Fly Tying Patterns: Queen of the Waters Fan Wing

Ace of Spades - Fly Tying Pattern
  • Hook: Dry Fly up to #8
  • Thread: White for underbody, Black for Head 8/0
  • Rib: Fine Gold Wire or Fine Gold Oval Tinsel
  • Body: Danvilles Bright Orange or Burnt orange Floss
  • Wing: 2 x Mallard Flank
  • Hackle: Ginger or Red Game Hackle Plamered through Body, 1 or 2 hackles x1.5 gape of hook wound each side of wing

  • Tying Difficulty: Intermediate
  • Tied by D. Howard
  • back to the fly pattern library
  • Queen of the Waters Step-by-Step Guide

The Queen of the Waters is a pattern that dates back to the 19th Century. In Mary Orvis Marbury's book Favourite Flies and their Histories, it is mentioned many times and there there is a "family" to this pattern; a Feather Wing Streamer, a Bucktail Streamer (possibly two variations), several variations of the Wet fly, a Dry fly and this Fan Wing Dry.
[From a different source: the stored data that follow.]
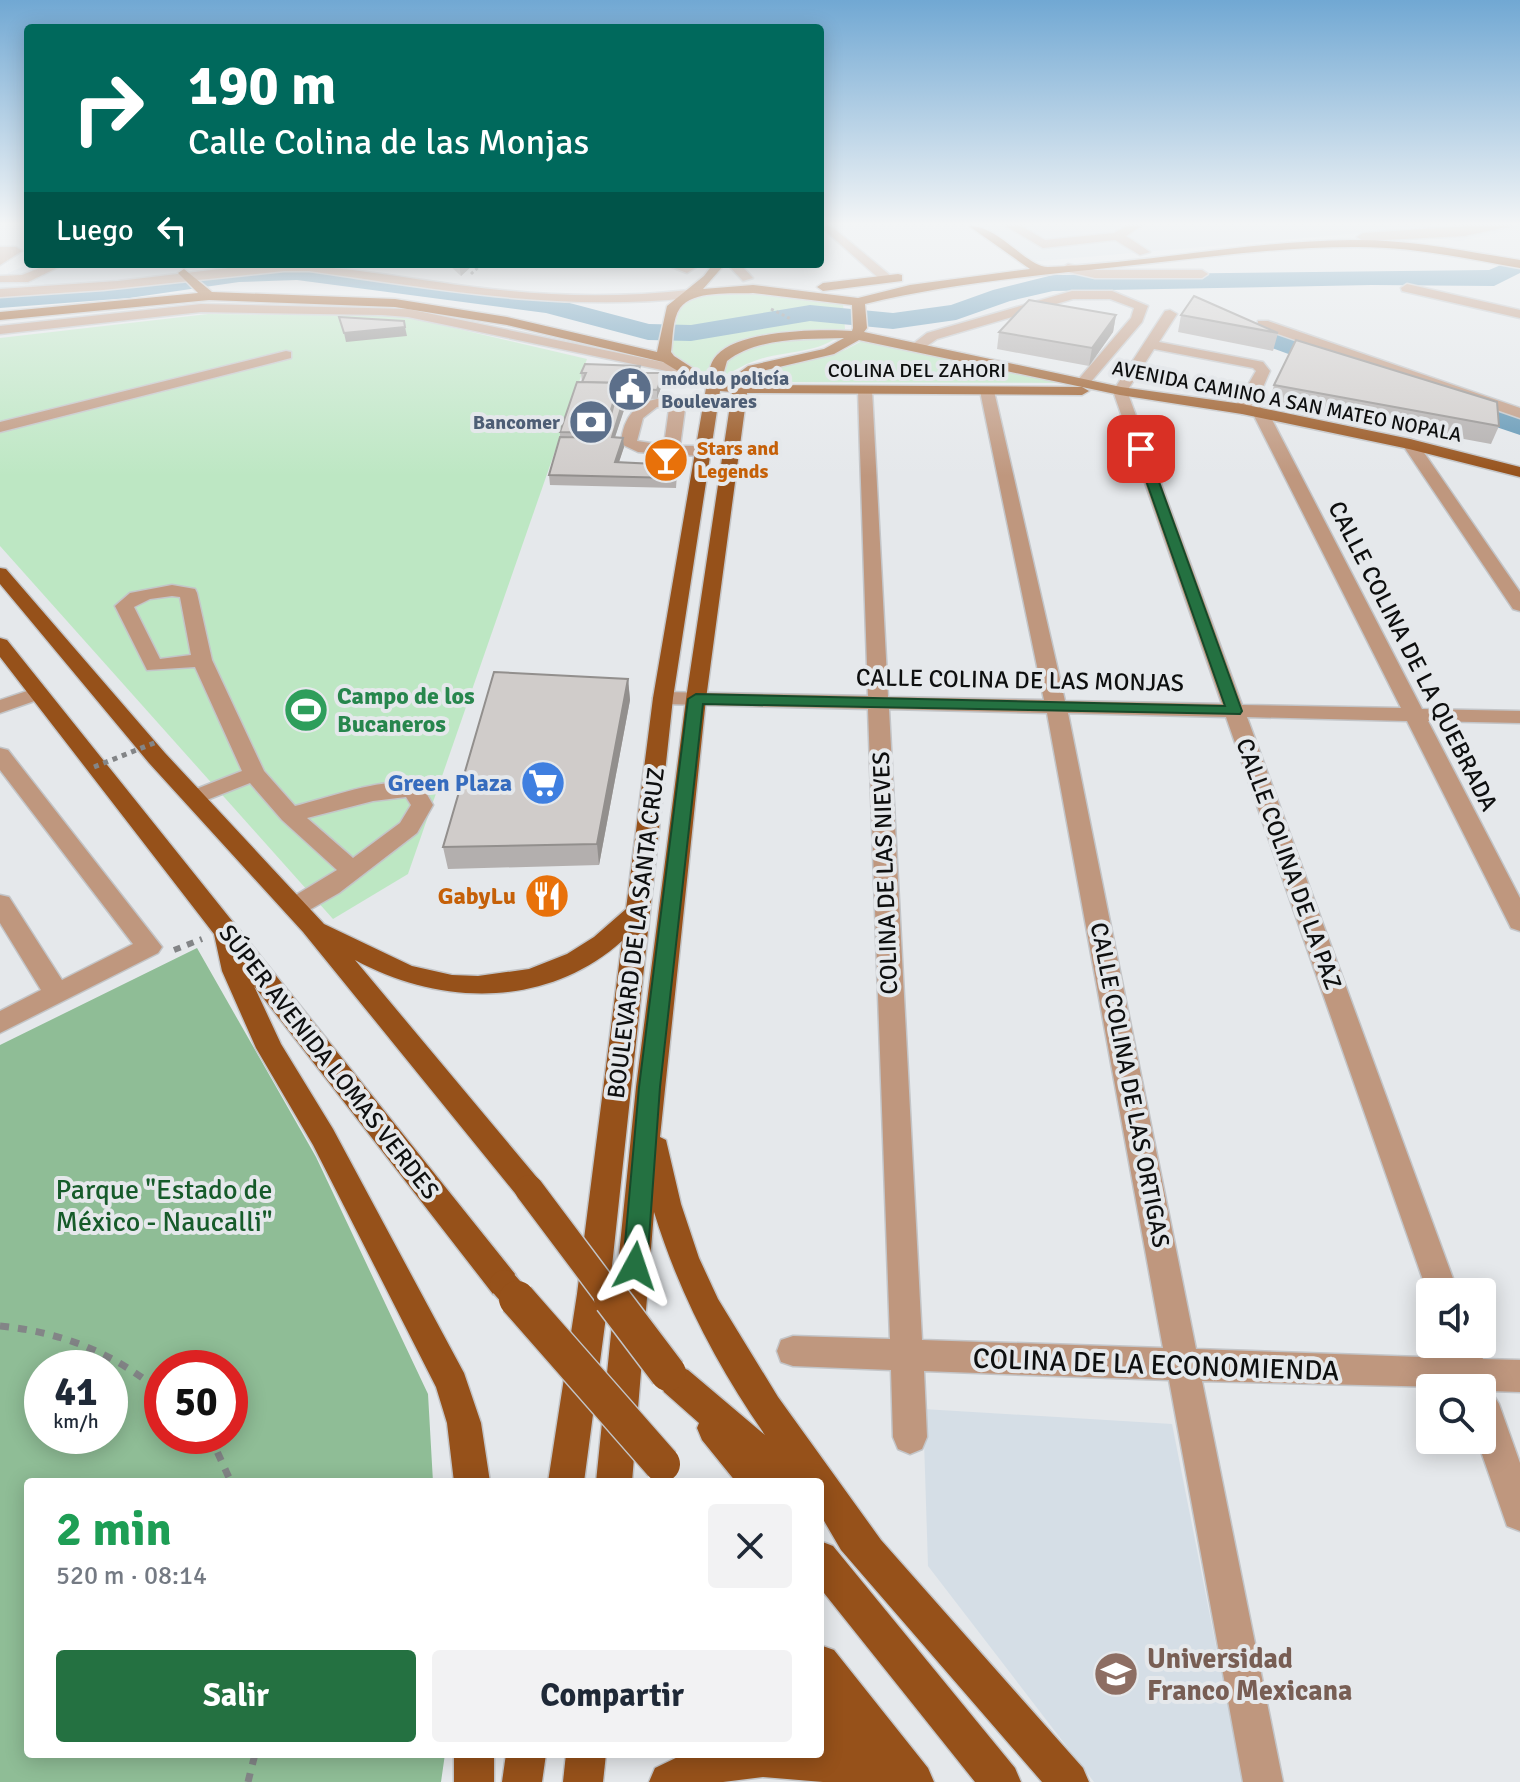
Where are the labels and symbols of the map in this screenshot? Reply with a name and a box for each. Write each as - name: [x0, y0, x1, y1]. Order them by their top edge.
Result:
- street label: AVENIDA CAMINO A SAN MATEO NOPALA: [1110, 355, 1464, 448]
- street label: COLINA DEL ZAHORI: [828, 358, 1006, 383]
- public building icon: módulo policía Boulevares: [606, 365, 654, 413]
- place label: módulo policía Boulevares: [661, 366, 789, 414]
- bank icon: Bancomer: [567, 398, 615, 446]
- place label: Bancomer: [473, 410, 560, 435]
- pin: [1107, 415, 1175, 483]
- bar icon: Stars and Legends: [642, 436, 690, 484]
- place label: Stars and Legends: [697, 436, 779, 484]
- street label: CALLE COLINA DE LA QUEBRADA: [1322, 496, 1505, 816]
- street label: CALLE COLINA DE LAS MONJAS: [856, 662, 1184, 698]
- place label: Campo de los Bucaneros: [337, 681, 475, 739]
- sports icon: Campo de los Bucaneros: [282, 686, 330, 734]
- street label: CALLE COLINA DE LA PAZ: [1230, 734, 1348, 994]
- street label: COLINA DE LAS NIEVES: [866, 751, 904, 995]
- supermarket icon: Green Plaza: [519, 759, 567, 807]
- street label: BOULEVARD DE LA SANTA CRUZ: [601, 766, 671, 1100]
- place label: Green Plaza: [388, 768, 512, 798]
- restaurant icon: GabyLu: [523, 872, 571, 920]
- place label: GabyLu: [438, 881, 516, 911]
- street label: SÚPER AVENIDA LOMAS VERDES: [212, 919, 446, 1205]
- street label: CALLE COLINA DE LAS ORTIGAS: [1084, 920, 1176, 1250]
- park label: Parque "Estado de México - Naucalli": [55, 1173, 273, 1239]
- position arrow: [593, 1224, 677, 1308]
- street label: COLINA DE LA ECONOMIENDA: [972, 1342, 1340, 1388]
- speed limit sign: 50: [144, 1350, 248, 1454]
- place label: Universidad Franco Mexicana: [1147, 1642, 1352, 1708]
- school or university icon: Universidad Franco Mexicana: [1092, 1650, 1140, 1698]

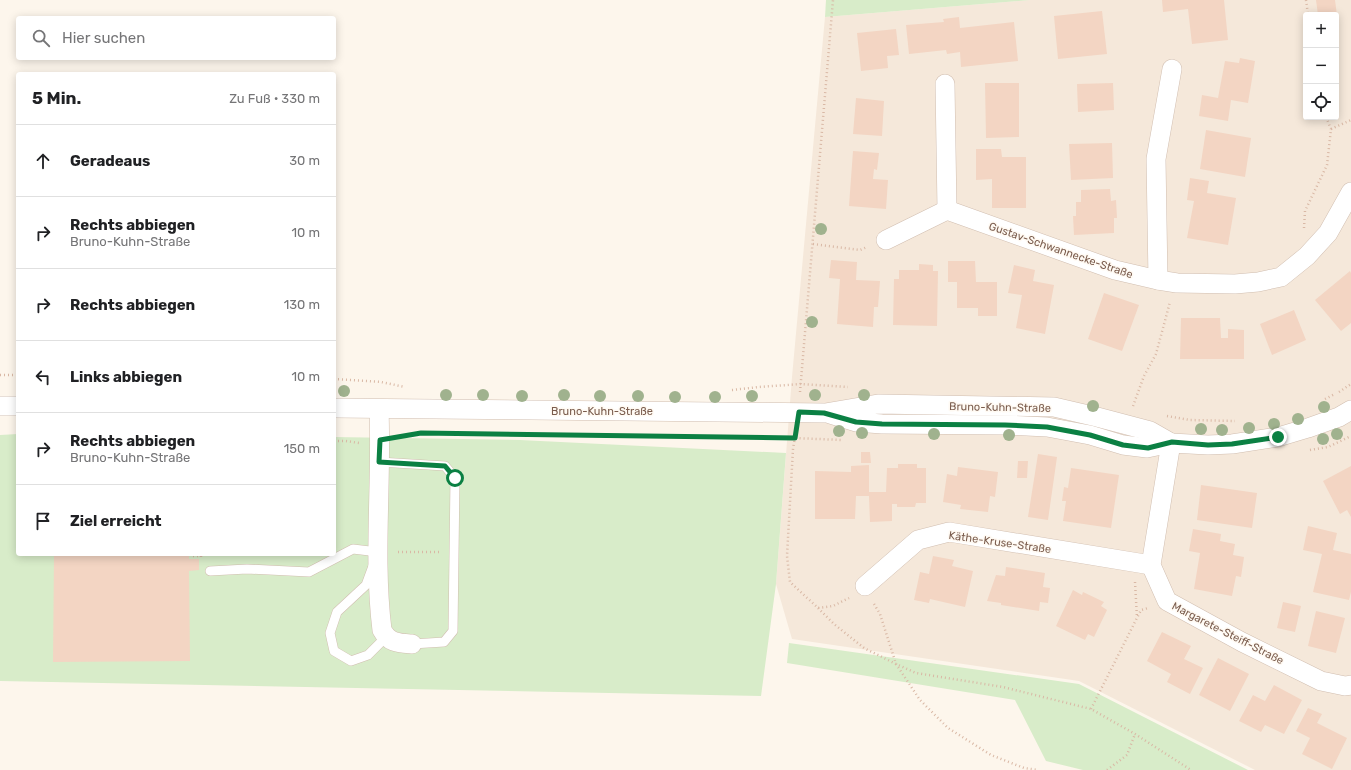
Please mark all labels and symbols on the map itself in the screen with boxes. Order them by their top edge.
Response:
street label: Gustav-Schwannecke-Straße [987,220,1135,281]
street label: Bruno-Kuhn-Straße [949,400,1051,415]
street label: Bruno-Kuhn-Straße [551,405,653,418]
route end [1269,428,1287,446]
route start [446,469,464,487]
street label: Käthe-Kruse-Straße [948,529,1052,556]
street label: Margarete-Steiff-Straße [1170,600,1286,667]

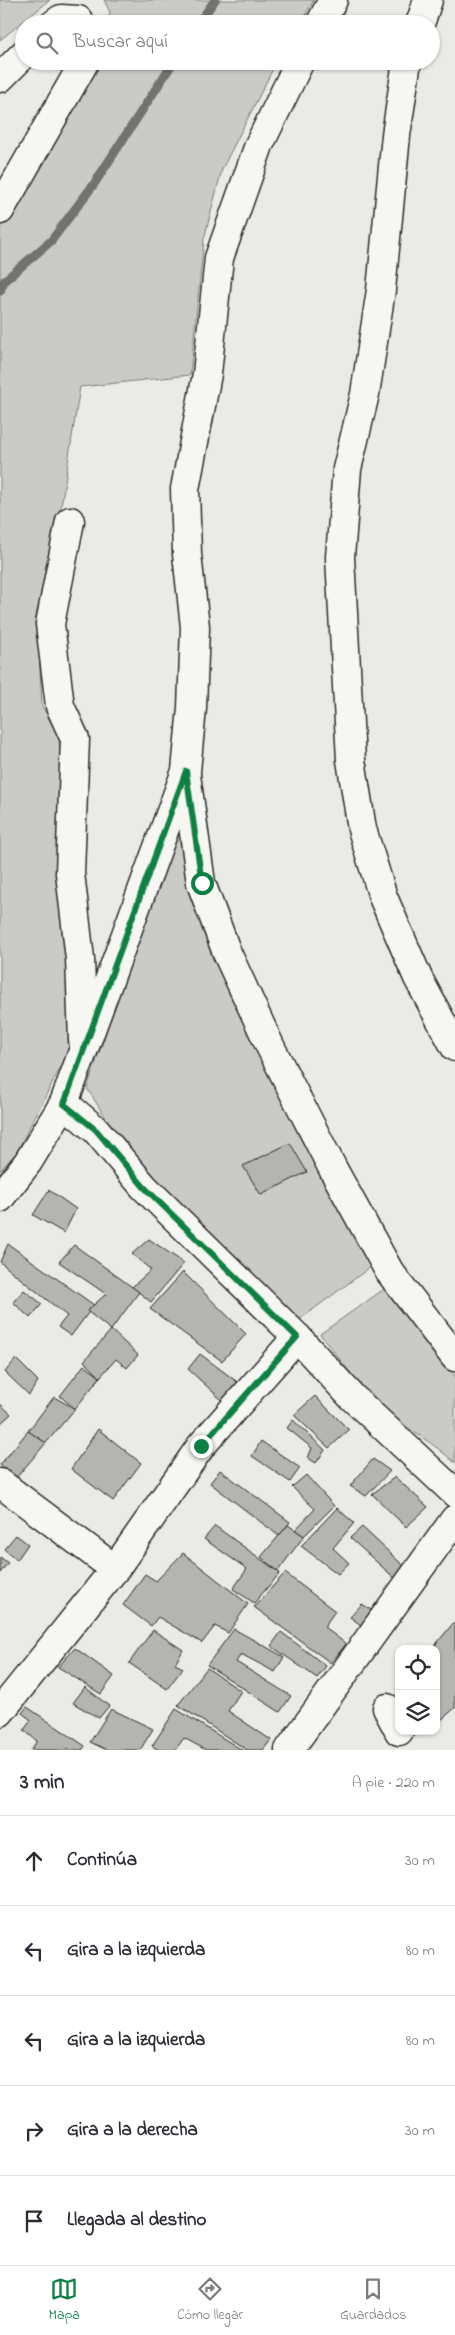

The original Queen of the Waters wet fly it is considered to have been created around 1820 by Scottish Professors John Wilson (“Christopher North”) and his brother James Wilson.

There is little information about the fan wing version of the Queen of the Waters, although it is mentioned in the famous London tackle dealers Ogden Smith's catalogue dated 1911 where it was listed under "American Dry Flies", also in Eric Leiser's 1987 book The Book of Fly Patterns. It must be remembered that the taking of wet patterns and turning them into other styles has been common place for a great number of years.

One thing to note is that the rib is wound first and then the palmered hackle follows behind, touching (as close as possible) the rib whereas the modern method would be to counter-wind the rib to help protect the hackle. This method of ribbing dates back to at least the early 19th Century and some claim it to be as effective as the current counter-winding method.